WHAT THE TASK ASKS:
Copy exactly the stretch of data below from the line with "I am building" through the line with "Task: Serialize what", including both of those lines.

TASK INPUT:
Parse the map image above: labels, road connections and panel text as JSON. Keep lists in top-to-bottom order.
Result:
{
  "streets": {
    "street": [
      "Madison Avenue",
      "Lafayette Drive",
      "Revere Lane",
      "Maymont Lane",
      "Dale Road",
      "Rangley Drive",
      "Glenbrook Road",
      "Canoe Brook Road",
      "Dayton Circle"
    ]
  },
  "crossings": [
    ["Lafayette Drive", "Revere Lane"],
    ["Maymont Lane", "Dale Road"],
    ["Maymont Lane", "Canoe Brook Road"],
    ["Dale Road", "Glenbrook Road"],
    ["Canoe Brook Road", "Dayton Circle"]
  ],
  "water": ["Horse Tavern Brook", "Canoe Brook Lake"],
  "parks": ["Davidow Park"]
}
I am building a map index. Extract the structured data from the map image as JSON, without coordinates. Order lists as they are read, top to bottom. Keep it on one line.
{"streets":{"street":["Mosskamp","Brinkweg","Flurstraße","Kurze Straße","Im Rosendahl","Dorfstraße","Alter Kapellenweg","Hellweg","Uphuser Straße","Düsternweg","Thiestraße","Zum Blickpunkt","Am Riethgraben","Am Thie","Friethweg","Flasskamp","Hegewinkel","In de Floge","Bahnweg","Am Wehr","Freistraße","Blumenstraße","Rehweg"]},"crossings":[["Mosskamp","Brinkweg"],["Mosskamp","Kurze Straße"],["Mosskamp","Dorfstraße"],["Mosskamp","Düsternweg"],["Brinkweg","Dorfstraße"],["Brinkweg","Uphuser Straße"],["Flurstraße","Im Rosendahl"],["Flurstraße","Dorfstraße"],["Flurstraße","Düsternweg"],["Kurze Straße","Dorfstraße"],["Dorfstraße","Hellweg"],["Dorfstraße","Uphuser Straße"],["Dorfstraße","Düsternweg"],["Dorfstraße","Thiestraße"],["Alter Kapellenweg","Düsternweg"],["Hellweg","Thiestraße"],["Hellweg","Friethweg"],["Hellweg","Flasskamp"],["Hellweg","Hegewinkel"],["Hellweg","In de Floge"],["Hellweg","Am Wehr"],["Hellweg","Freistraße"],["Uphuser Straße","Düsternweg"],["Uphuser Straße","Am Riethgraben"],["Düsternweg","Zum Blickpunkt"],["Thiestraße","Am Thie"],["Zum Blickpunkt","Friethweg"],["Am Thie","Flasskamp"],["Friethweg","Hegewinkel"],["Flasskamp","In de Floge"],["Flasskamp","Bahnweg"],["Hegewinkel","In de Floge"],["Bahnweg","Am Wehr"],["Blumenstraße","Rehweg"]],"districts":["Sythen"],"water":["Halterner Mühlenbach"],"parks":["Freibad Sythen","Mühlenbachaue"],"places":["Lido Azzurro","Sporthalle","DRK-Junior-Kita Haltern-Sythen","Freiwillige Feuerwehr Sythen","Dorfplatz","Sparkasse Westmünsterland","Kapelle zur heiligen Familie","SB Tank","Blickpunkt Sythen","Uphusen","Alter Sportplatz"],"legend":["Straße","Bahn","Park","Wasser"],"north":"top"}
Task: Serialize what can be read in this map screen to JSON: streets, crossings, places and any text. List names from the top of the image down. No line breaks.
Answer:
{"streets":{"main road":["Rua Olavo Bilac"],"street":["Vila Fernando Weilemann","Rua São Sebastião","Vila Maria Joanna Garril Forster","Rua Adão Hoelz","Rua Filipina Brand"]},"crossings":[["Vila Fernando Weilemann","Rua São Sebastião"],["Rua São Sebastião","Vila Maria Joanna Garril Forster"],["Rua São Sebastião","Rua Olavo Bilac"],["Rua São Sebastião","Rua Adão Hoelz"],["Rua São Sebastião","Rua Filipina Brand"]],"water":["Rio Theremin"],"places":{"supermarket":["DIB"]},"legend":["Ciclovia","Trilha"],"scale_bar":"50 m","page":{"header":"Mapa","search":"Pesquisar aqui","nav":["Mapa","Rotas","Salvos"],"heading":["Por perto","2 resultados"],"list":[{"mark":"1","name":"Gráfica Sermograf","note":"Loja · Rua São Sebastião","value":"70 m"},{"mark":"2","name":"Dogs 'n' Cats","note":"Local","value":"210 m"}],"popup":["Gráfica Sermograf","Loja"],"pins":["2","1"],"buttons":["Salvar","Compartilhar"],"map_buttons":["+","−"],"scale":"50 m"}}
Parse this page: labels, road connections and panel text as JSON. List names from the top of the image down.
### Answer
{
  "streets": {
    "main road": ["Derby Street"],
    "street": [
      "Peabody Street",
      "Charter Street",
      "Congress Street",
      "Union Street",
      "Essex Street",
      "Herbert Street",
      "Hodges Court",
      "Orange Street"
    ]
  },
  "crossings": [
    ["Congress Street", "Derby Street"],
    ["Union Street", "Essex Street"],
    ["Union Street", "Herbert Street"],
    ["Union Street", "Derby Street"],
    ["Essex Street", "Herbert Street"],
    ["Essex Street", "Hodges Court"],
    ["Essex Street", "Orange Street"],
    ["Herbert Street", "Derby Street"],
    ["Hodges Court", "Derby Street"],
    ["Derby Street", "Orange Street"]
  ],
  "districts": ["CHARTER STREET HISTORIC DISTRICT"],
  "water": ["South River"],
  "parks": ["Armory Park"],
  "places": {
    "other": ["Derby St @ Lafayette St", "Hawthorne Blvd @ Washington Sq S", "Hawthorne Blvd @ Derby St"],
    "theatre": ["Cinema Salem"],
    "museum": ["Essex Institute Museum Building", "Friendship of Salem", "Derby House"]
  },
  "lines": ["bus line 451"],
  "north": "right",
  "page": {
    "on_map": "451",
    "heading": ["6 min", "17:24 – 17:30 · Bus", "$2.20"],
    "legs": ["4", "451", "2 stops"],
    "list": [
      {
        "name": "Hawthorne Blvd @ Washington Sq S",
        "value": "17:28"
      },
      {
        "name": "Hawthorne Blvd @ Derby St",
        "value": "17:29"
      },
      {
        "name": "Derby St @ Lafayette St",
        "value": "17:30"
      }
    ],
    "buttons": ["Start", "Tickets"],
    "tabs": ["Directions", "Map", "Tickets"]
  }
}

ANSWER TO THIS EXERCISE:
I am building a map index. Extract the structured data from the map image as JSON, without coordinates. Order lists as they are read, top to bottom. Keep it on one line.
{"streets":{"street":["Mosskamp","Brinkweg","Flurstraße","Kurze Straße","Im Rosendahl","Dorfstraße","Alter Kapellenweg","Hellweg","Uphuser Straße","Düsternweg","Thiestraße","Zum Blickpunkt","Am Riethgraben","Am Thie","Friethweg","Flasskamp","Hegewinkel","In de Floge","Bahnweg","Am Wehr","Freistraße","Blumenstraße","Rehweg"]},"crossings":[["Mosskamp","Brinkweg"],["Mosskamp","Kurze Straße"],["Mosskamp","Dorfstraße"],["Mosskamp","Düsternweg"],["Brinkweg","Dorfstraße"],["Brinkweg","Uphuser Straße"],["Flurstraße","Im Rosendahl"],["Flurstraße","Dorfstraße"],["Flurstraße","Düsternweg"],["Kurze Straße","Dorfstraße"],["Dorfstraße","Hellweg"],["Dorfstraße","Uphuser Straße"],["Dorfstraße","Düsternweg"],["Dorfstraße","Thiestraße"],["Alter Kapellenweg","Düsternweg"],["Hellweg","Thiestraße"],["Hellweg","Friethweg"],["Hellweg","Flasskamp"],["Hellweg","Hegewinkel"],["Hellweg","In de Floge"],["Hellweg","Am Wehr"],["Hellweg","Freistraße"],["Uphuser Straße","Düsternweg"],["Uphuser Straße","Am Riethgraben"],["Düsternweg","Zum Blickpunkt"],["Thiestraße","Am Thie"],["Zum Blickpunkt","Friethweg"],["Am Thie","Flasskamp"],["Friethweg","Hegewinkel"],["Flasskamp","In de Floge"],["Flasskamp","Bahnweg"],["Hegewinkel","In de Floge"],["Bahnweg","Am Wehr"],["Blumenstraße","Rehweg"]],"districts":["Sythen"],"water":["Halterner Mühlenbach"],"parks":["Freibad Sythen","Mühlenbachaue"],"places":["Lido Azzurro","Sporthalle","DRK-Junior-Kita Haltern-Sythen","Freiwillige Feuerwehr Sythen","Dorfplatz","Sparkasse Westmünsterland","Kapelle zur heiligen Familie","SB Tank","Blickpunkt Sythen","Uphusen","Alter Sportplatz"],"legend":["Straße","Bahn","Park","Wasser"],"north":"top"}
Task: Serialize what can be read in this map screen to JSON: streets, crossings, places and any text. List names from the top of the image down. No line breaks.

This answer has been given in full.